Parecía la solución más racional a tomar, pero Juan del Águila debió estremecerse cuando, ya firmada y cumplida en parte, se divisaron los tres buques de Martín de Vallecilla que llegaban con refuerzos y provisiones dos días después de la firma de la capitulación. Al enterarse, Vallecilla tuvo que dar media vuelta y regresar a España. Otro aspecto que los españoles descubrieron para su pesar, fue que las tropas inglesas tenían aún menos víveres que ellos, y su situación sanitaria era bastante peor, por el terreno pantanoso donde acampaban.
 
Pero ya no había vuelta atrás, y Juan del Águila y sus tropas, con banderas, armas y todo lo demás, fueron embarcados en buques ingleses y repatriados a España con todo cuidado. Se criticó duramente su decisión de capitular, cuando aún no estaba todo perdido, retirándose el ya veterano soldado a su pueblo natal en Ávila, El Berrueco. 
 
Así terminó la expedición española a Irlanda, dejando allí unos seiscientos españoles enterrados, la inmensa mayoría por enfermedades. Quedaban también otros sesenta vivos, de los dispersos de Ocampo en la batalla decisiva, que engrosaron las guerrillas irlandesas que continuaron desesperadamente la lucha. 
 
La muerte de Isabel Tudor en marzo de 1603 y su sucesión por Jacobo Estuardo, junto con la derrota anterior y el tratado de paz con España en 1604, vinieron a apagar los últimos brotes de rebelión.
 
Para los irlandeses, su “Guerra de los Nueve Años” fue una durísima prueba, que les costó más de cien mil vidas, especialmente por el hambre provocada por las requisas e incendios ingleses en la población civil para impedir su apoyo a los rebeldes, y por la represión, más que por los combates. Fue entonces cuando empezó el largo, doloroso e interesantísimo capítulo de la emigración irlandesa a España, que se prolongó durante más de dos siglos.
 
Para Isabel Tudor y su gobierno fue una auténtica pesadilla, de la que se vieron libres casi por milagro. Lo cierto es que la necesidad de mantener en Irlanda constantemente un ejército de ocupación de unos 17.000 hombres, constantemente renovados lo que casi duplicó la cifra, les supuso una enorme sangría militar y económica, pues se estima que gastaron unas doscientas mil libras por año o un total de dos millones, lo que estuvo a punto por sí solo de causar la bancarrota del Exchequer, la Hacienda Real británica. 
 
Realmente los españoles habían sabido atacar en un punto verdaderamente débil de Inglaterra y causar un enorme daño a un coste muy limitado.
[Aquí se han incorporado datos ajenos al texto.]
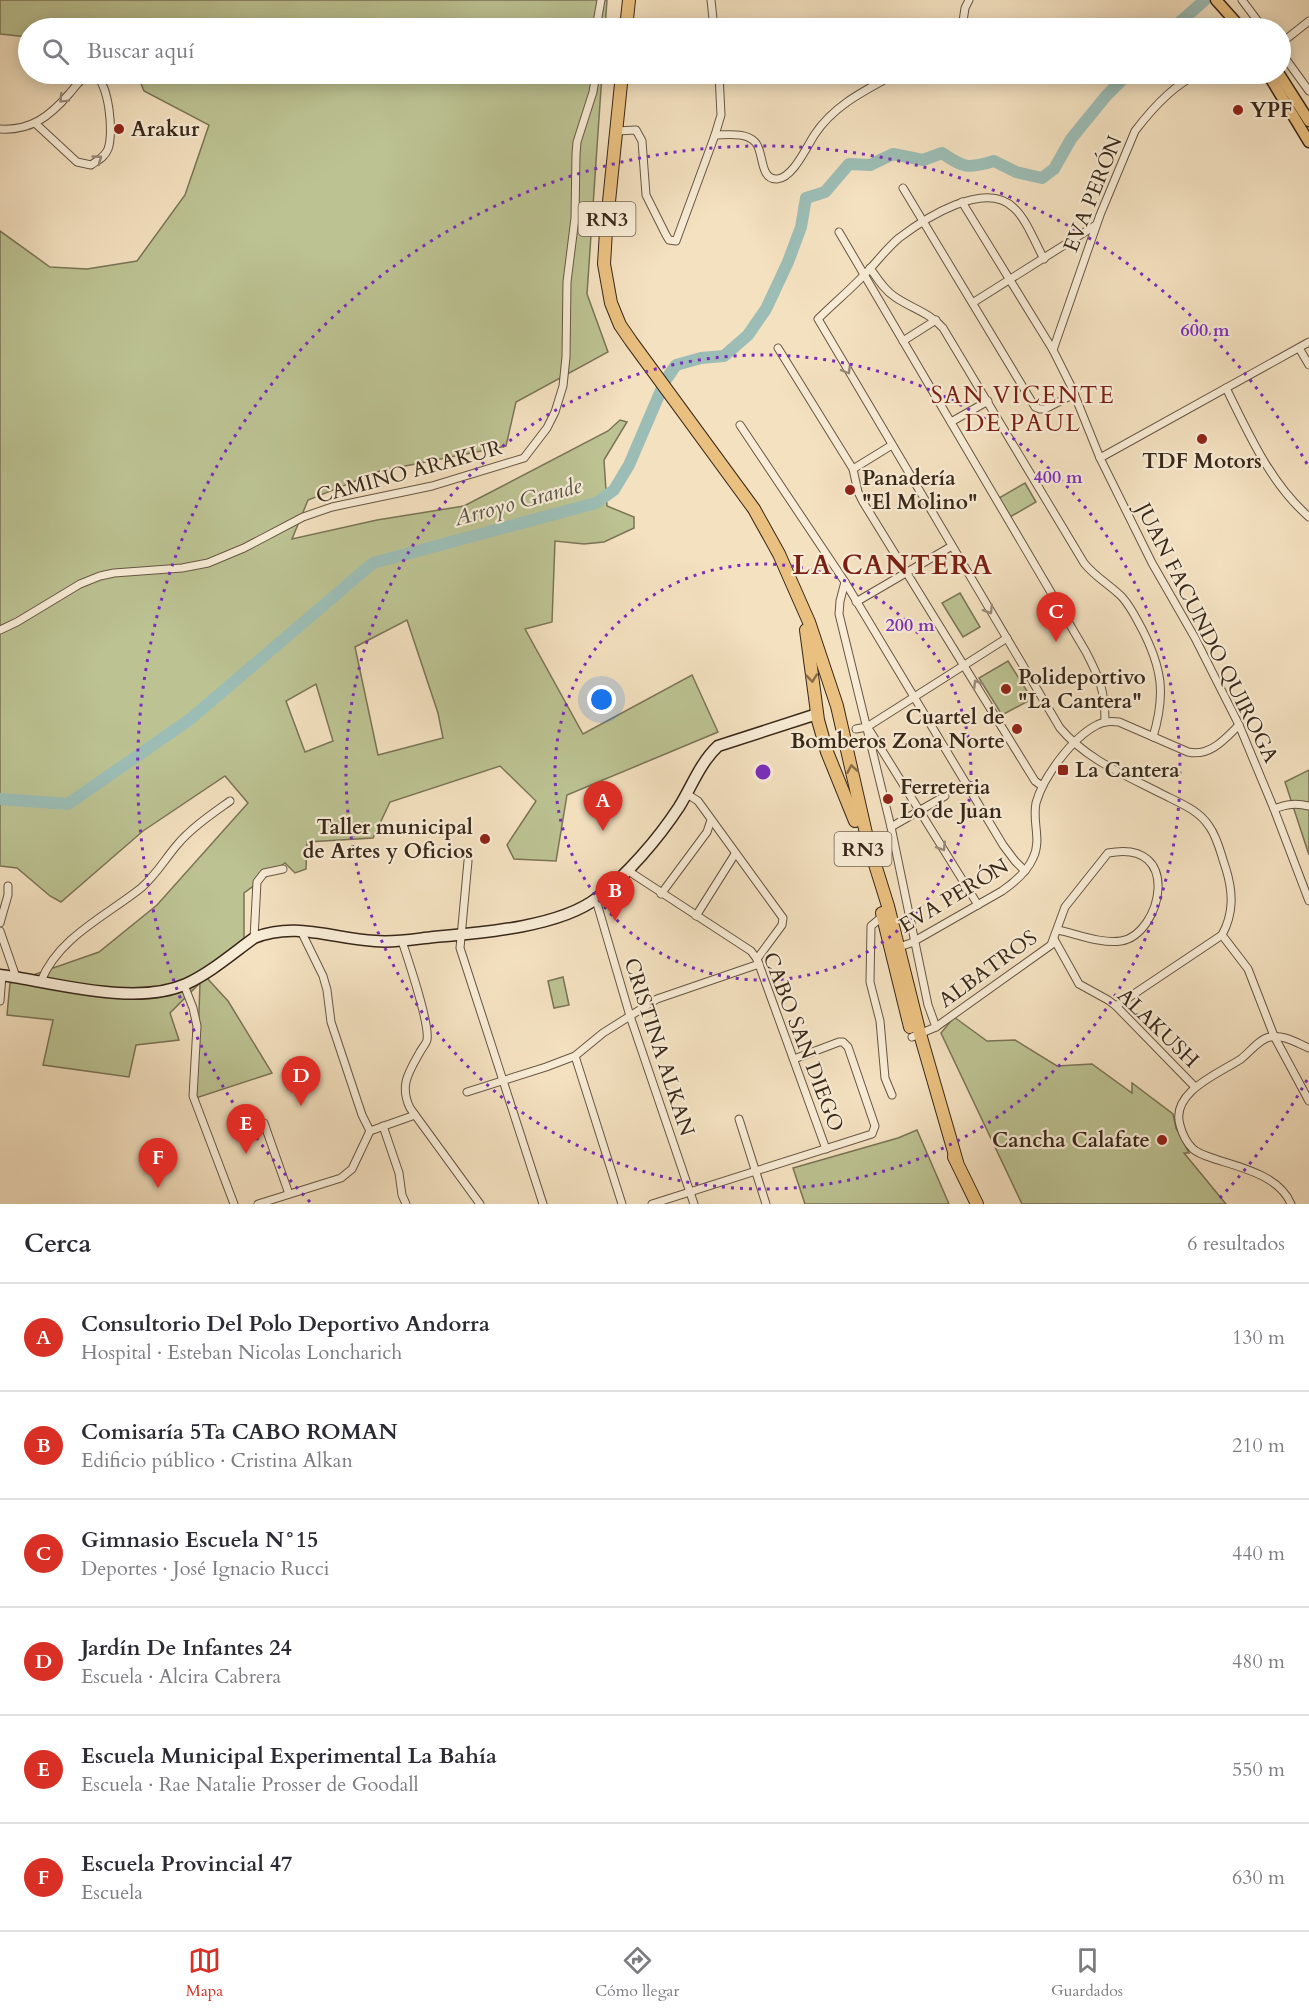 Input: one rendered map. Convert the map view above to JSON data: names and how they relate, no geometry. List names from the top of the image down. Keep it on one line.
{"streets":{"highway":["RN3"],"street":["EVA PERÓN","CAMINO ARAKUR","JUAN FACUNDO QUIROGA","ALBATROS","ALAKUSH","CABO SAN DIEGO","CRISTINA ALKAN"]},"crossings":[["EVA PERÓN","RN3"],["EVA PERÓN","JUAN FACUNDO QUIROGA"],["RN3","ALBATROS"],["ALBATROS","ALAKUSH"]],"districts":["SAN VICENTE DE PAUL","LA CANTERA"],"water":["Arroyo Grande"],"places":{"other":["YPF","Arakur","TDF Motors","Panadería \"El Molino\"","Polideportivo \"La Cantera\"","Cuartel de Bomberos Zona Norte","Ferreteria Lo de Juan","Taller municipal de Artes y Oficios","Cancha Calafate"],"transit":["La Cantera"]},"page":{"search":"Buscar aquí","pins":["C","A","B","D","E","F"],"heading":["Cerca","6 resultados"],"list":[{"mark":"A","name":"Consultorio Del Polo Deportivo Andorra","note":"Hospital · Esteban Nicolas Loncharich","value":"130 m"},{"mark":"B","name":"Comisaría 5Ta CABO ROMAN","note":"Edificio público · Cristina Alkan","value":"210 m"},{"mark":"C","name":"Gimnasio Escuela N°15","note":"Deportes · José Ignacio Rucci","value":"440 m"},{"mark":"D","name":"Jardín De Infantes 24","note":"Escuela · Alcira Cabrera","value":"480 m"},{"mark":"E","name":"Escuela Municipal Experimental La Bahía","note":"Escuela · Rae Natalie Prosser de Goodall","value":"550 m"},{"mark":"F","name":"Escuela Provincial 47","note":"Escuela","value":"630 m"}],"nav":["Mapa","Cómo llegar","Guardados"]},"rings":["600 m","400 m","200 m"]}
Es cierto que la expedición resultó tardía y demasiado limitada y que un mayor y más continuado esfuerzo hubiera podido conseguir un completo triunfo. También siguió la mala suerte habitual con los temporales, como hemos visto, pero en la fría contabilidad de pérdidas y ganancias, las últimas superaban en mucho a las primeras.
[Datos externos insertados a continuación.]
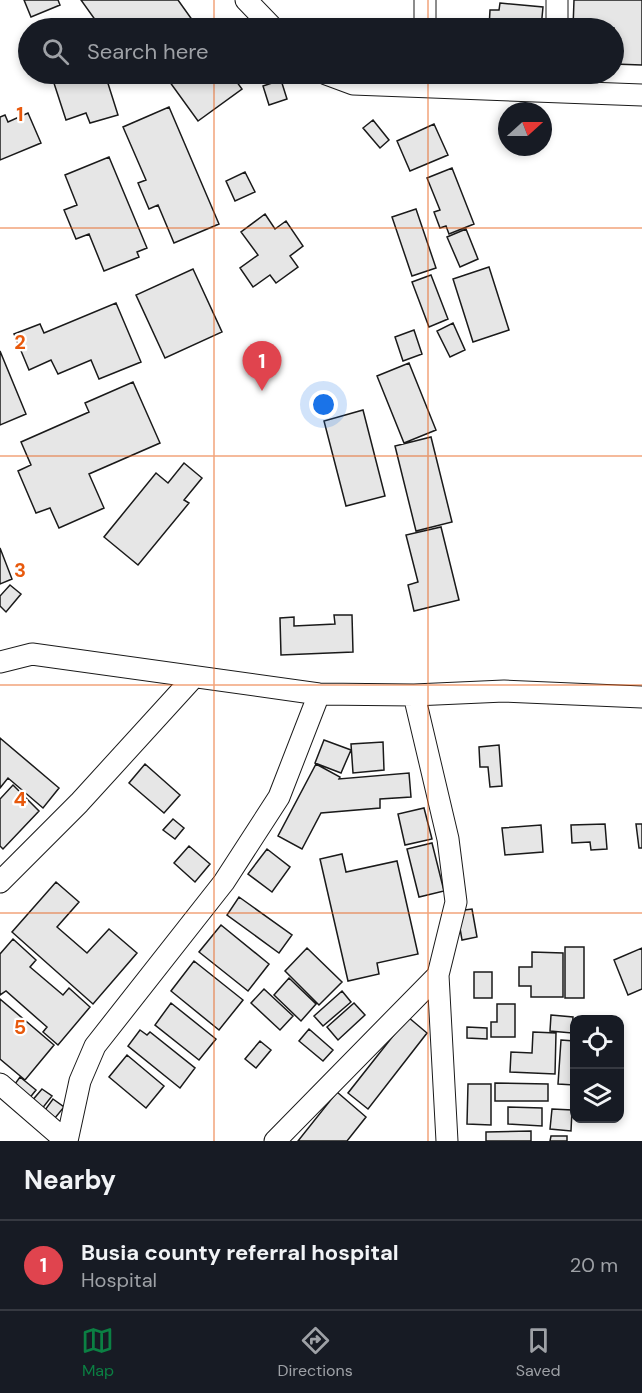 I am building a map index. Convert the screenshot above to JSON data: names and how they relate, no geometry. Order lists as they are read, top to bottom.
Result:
{
  "north": "right",
  "page": {
    "search": "Search here",
    "pins": "1",
    "heading": "Nearby",
    "list": [
      {
        "mark": "1",
        "name": "Busia county referral hospital",
        "note": "Hospital",
        "value": "20 m"
      }
    ],
    "nav": ["Map", "Directions", "Saved"]
  },
  "grid": {
    "rows": [
      "1",
      "2",
      "3",
      "4",
      "5"
    ]
  }
}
Y, de nuevo, la “Royal Navy” había sido incapaz de interceptar y destruir las sucesivas expediciones de Brochero y de Zubiaur, e incluso la última y ya tardía de Vallecilla, por no hablar de los largos años de embajadas mutuas hispano-irlandesas y del envío de armas, dinero y asesores.
Compare el lector el intento español de crear un nuevo frente en Irlanda contra sus enemigos, con el anterior inglés de hacer lo mismo en Portugal en 1589. Es bien cierto que ambos fracasaron, pero con indudables ventajas para los españoles, que obtuvieron un mucho mayor desgaste de sus contrarios a un coste muy inferior.